Miranda Carroll (a showstopping Danielle Deadwyler) lays dying in Malaysia from the lethal Georgia Flu, a viral epidemic in the process of annihilating 99% of the world’s population. But even as she sees her own ending written out, Miranda seeks to protect an old friend and her former love’s child, currently safe in the isolated Severn City airport. Adrift on the tarmac, Gitchegumee Air Flight 452 has been infected; already, it’s part of a ghost story. Miranda, in her plea to convince the plane’s pilot to not disembark, turns to the method of communication she knows best. She tells him a story—how her entire family died in Hurricane Hugo when a live wire floated in their house, electrocuting everyone but the girl sketching atop the kitchen counter. Captain Hugo, named for the same hurricane that wrecked Miranda’s life, turns on the intercom.

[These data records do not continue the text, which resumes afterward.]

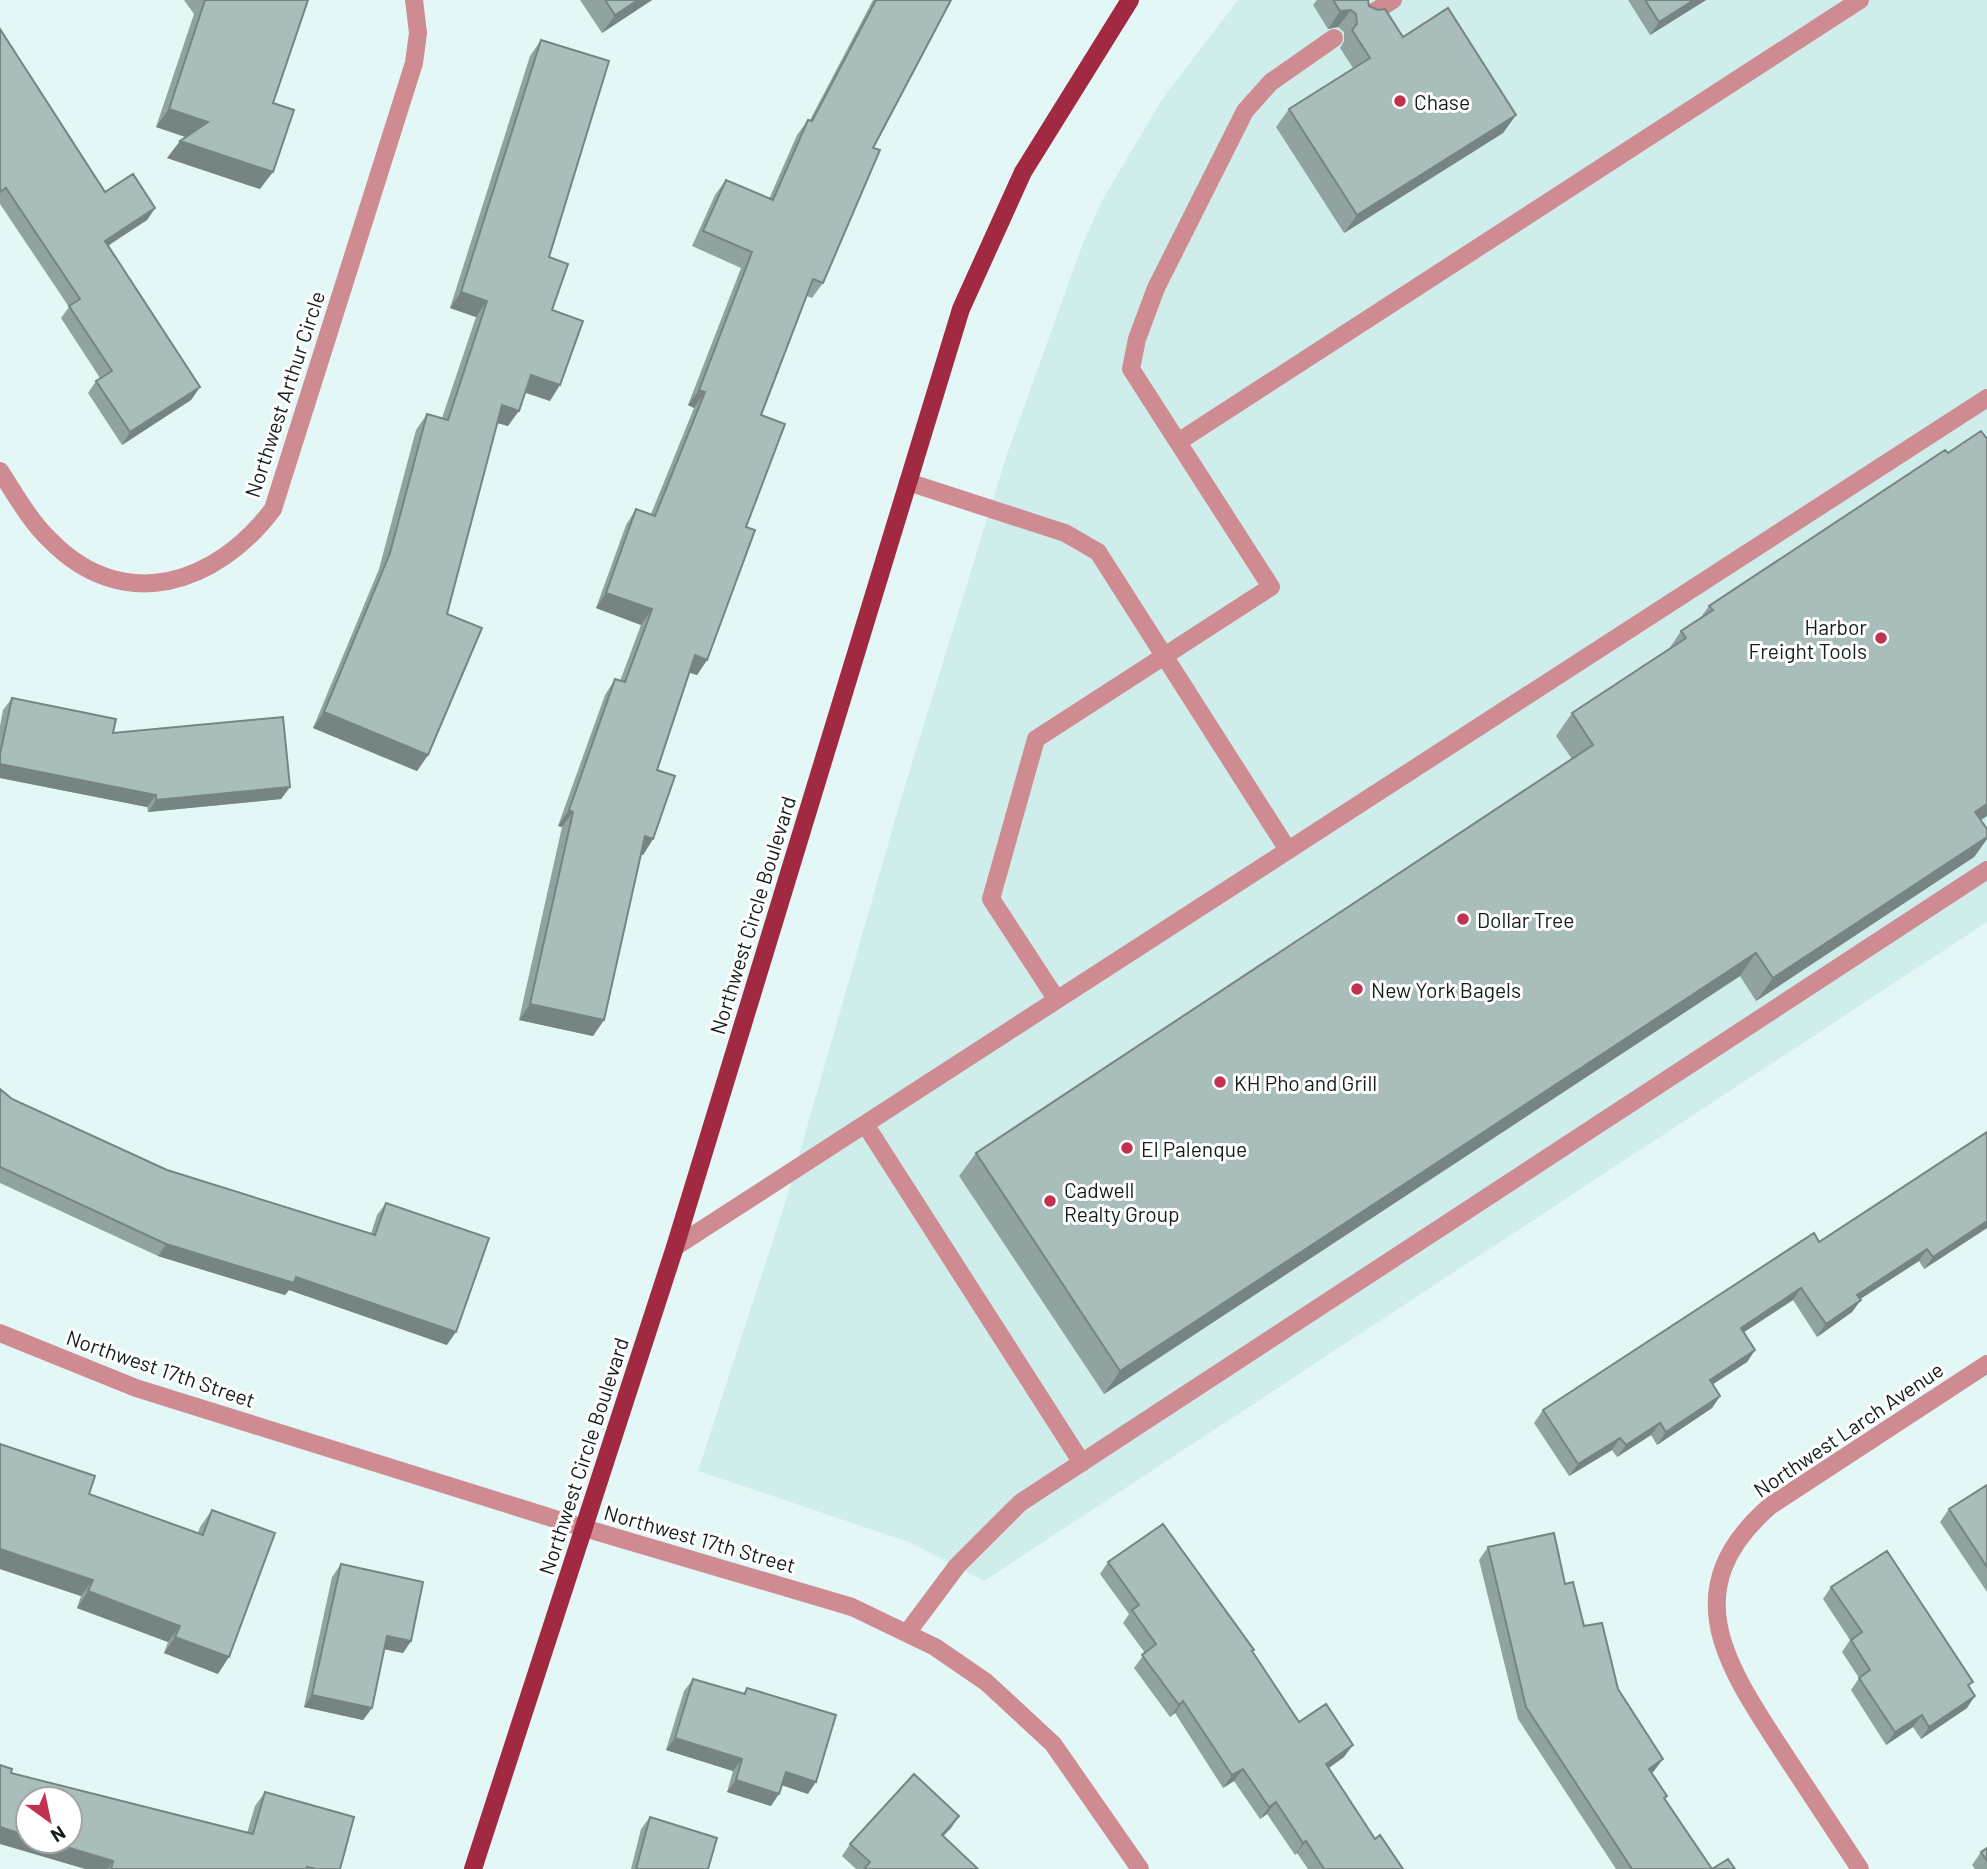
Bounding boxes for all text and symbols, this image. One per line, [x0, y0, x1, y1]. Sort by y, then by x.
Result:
place label: Chase [1414, 89, 1470, 114]
marker: Chase [1392, 93, 1408, 109]
street label: Northwest Arthur Circle [239, 288, 329, 500]
place label: Harbor Freight Tools [1749, 614, 1867, 663]
marker: Harbor Freight Tools [1873, 630, 1889, 646]
street label: Northwest Circle Boulevard [704, 793, 800, 1037]
place label: Dollar Tree [1477, 907, 1574, 932]
marker: Dollar Tree [1455, 911, 1471, 927]
place label: New York Bagels [1371, 977, 1521, 1002]
marker: New York Bagels [1349, 981, 1365, 997]
place label: KH Pho and Grill [1234, 1070, 1377, 1095]
marker: KH Pho and Grill [1212, 1074, 1228, 1090]
place label: El Palenque [1141, 1136, 1247, 1161]
marker: El Palenque [1119, 1140, 1135, 1156]
place label: Cadwell Realty Group [1064, 1177, 1180, 1226]
marker: Cadwell Realty Group [1042, 1193, 1058, 1209]
street label: Northwest 17th Street [63, 1324, 259, 1412]
street label: Northwest Circle Boulevard [533, 1334, 633, 1578]
street label: Northwest Larch Avenue [1748, 1356, 1948, 1502]
street label: Northwest 17th Street [601, 1499, 799, 1577]
north arrow [14, 1785, 84, 1855]
text: N [47, 1822, 70, 1848]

Emily St. John Mandel’s source novel about a troupe of actors focuses on the cultural response to a post-apocalyptic event, casting art as an innate human characteristic to make sense of a deeply transformed world. The message shines right there on the side of the Traveling Symphony’s wagons, the line itself borrowed from Star Trek: Voyager: “Survival is insufficient.” Heady material, sure, but what sets the show apart is its refusal to make grandiose proclamations about resilience or how trauma paves the way for character development. Instead, things are just as they are. Showrunner Patrick Somerville takes this idea and digs into it with dialogue that shifts between the lyrical and the plain, getting to the core of how people use storytelling to shape their reality. The show recognizes Clark’s callous interpretation of the people aboard Gitchegumee 452 as a fiction in itself, a way to make himself feel better. Art is an extension of that instinct.

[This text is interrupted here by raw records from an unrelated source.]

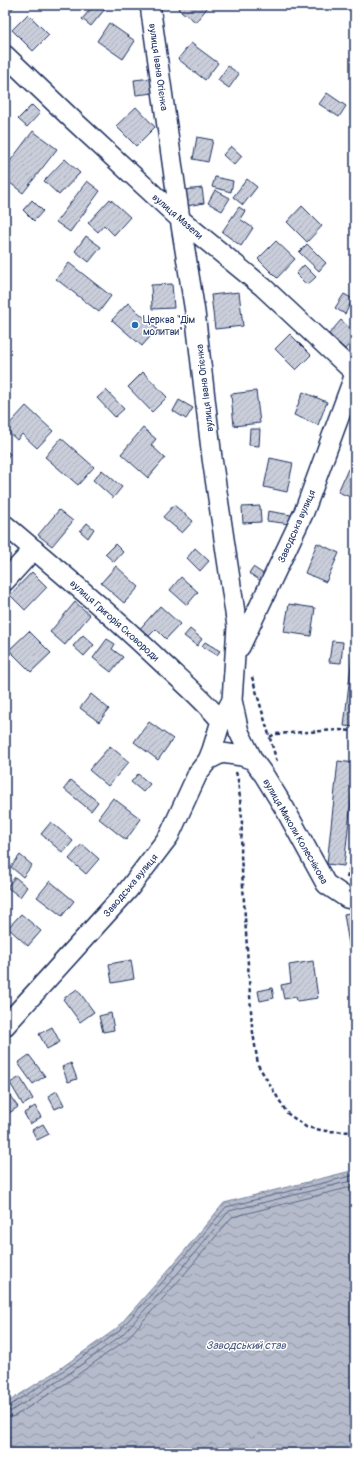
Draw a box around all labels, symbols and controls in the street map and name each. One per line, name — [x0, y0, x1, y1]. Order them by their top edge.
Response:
street label: вулиця Івана Огієнка — [146, 23, 170, 112]
street label: вулиця Мазепи — [150, 191, 206, 242]
place label: Церква "Дім молитви" — [143, 314, 195, 338]
marker: Церква "Дім молитви" — [130, 320, 140, 330]
street label: вулиця Івана Огієнка — [194, 343, 216, 432]
street label: Заводська вулиця — [275, 488, 318, 565]
street label: вулиця Григорія Сковороди — [67, 578, 162, 664]
street label: вулиця Миколи Колеснікова — [260, 777, 330, 886]
street label: Заводська вулиця — [101, 852, 161, 920]
water label: Заводський став — [206, 1339, 287, 1352]

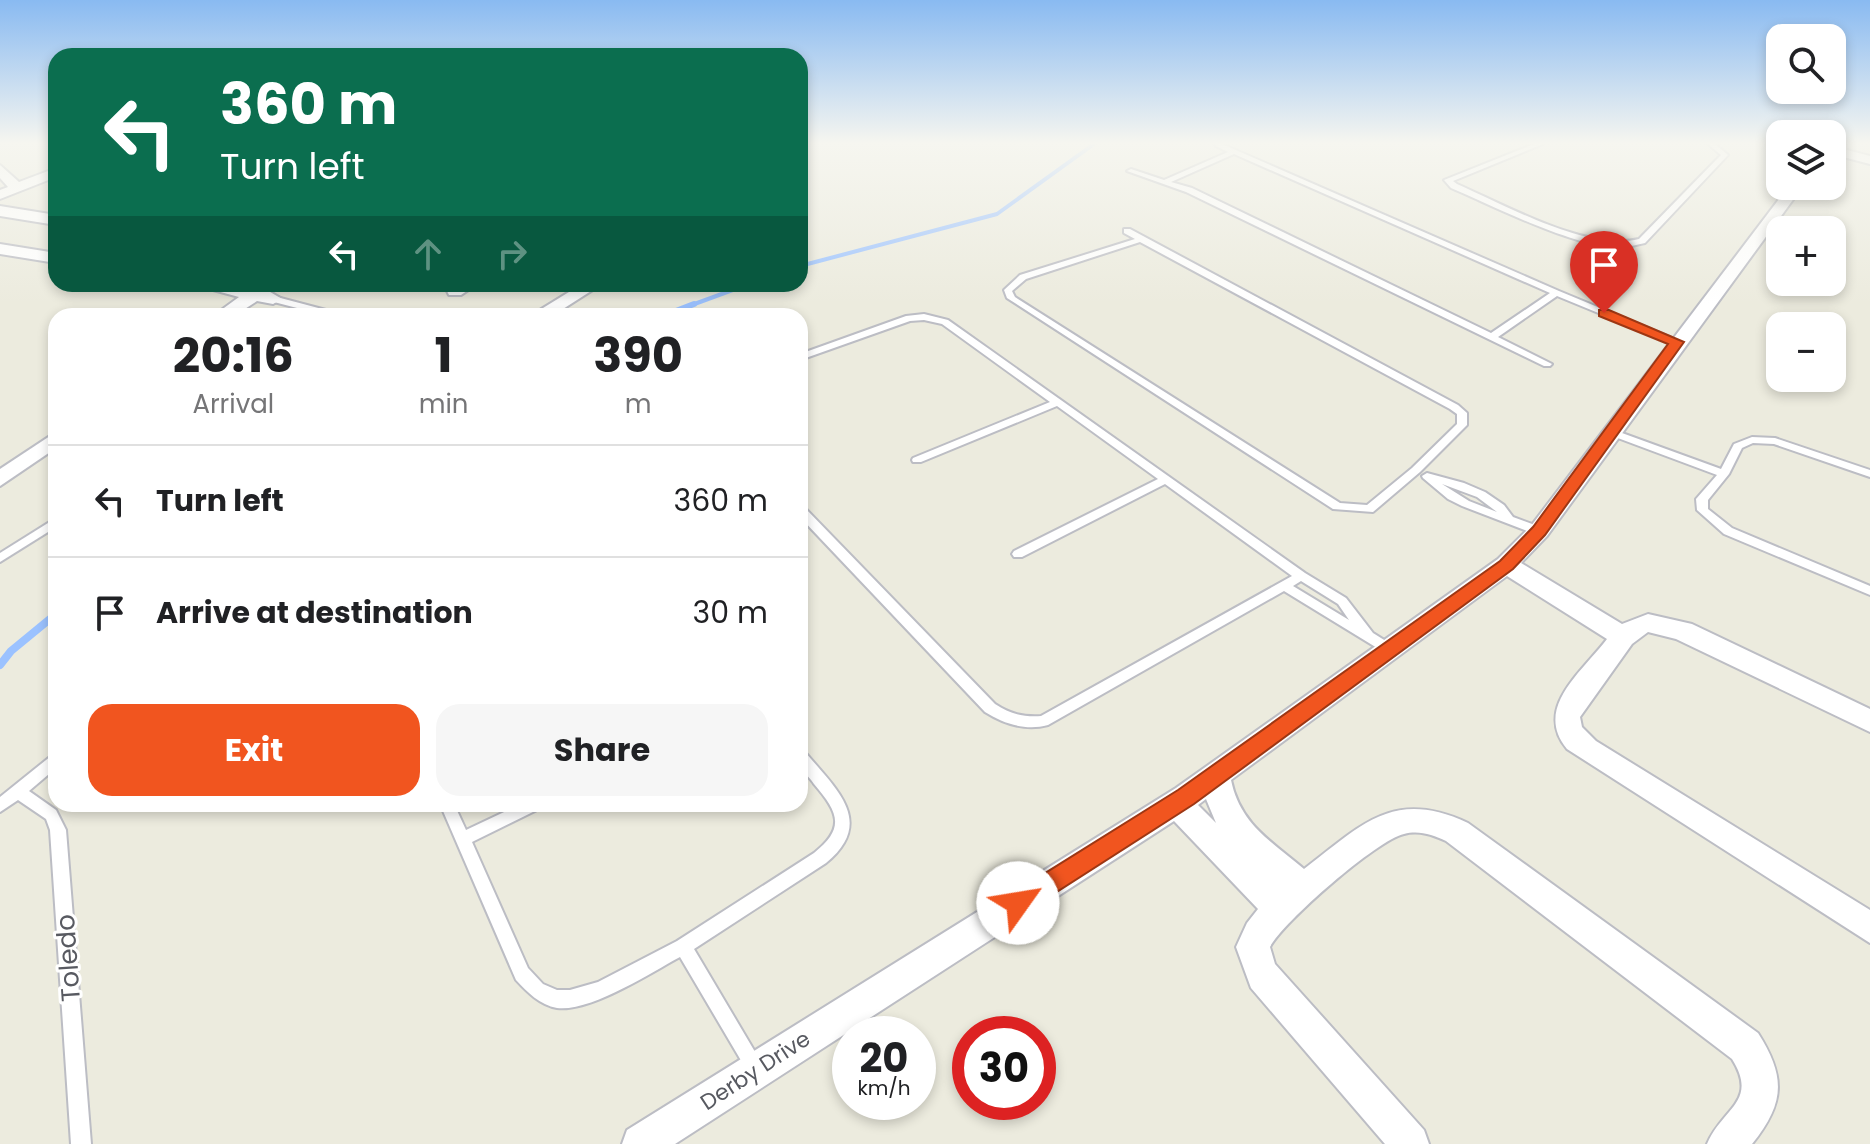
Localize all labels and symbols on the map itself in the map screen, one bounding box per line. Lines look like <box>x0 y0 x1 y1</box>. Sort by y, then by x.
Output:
pin <box>1570 231 1638 313</box>
position arrow <box>976 861 1060 945</box>
street label: Toledo <box>47 913 89 1003</box>
speed limit sign: 30 <box>952 1016 1056 1120</box>
street label: Derby Drive <box>694 1023 816 1118</box>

Throughout its 10 episodes, Station Eleven preoccupies itself with gaps in language and communication. Arthur speaks callously about Miranda to his family in Spanish; only later does Tyler ambiguously reveal she could understand him all along. When Frank and Jeevan struggle to take care of Kirsten, they resort to speaking in Hindi to shield her from their situation’s despair, although she can still clearly read their body language. After Kirsten and Jeevan are separated, he can only describe her as “just someone I ended up with.” The words don’t come close to grasping the richness of their relationship, but they’re the only words he has to delineate a new type of relationship. People invent fiction around their lives, talking to the dead and the lost and conceptualized. The fictional Dr. Eleven knocks on a dying Miranda’s door, letting her glimpse the space station that’s frequented her thoughts for years: “I have found you nine times before, maybe 10, and I’ll find you again.”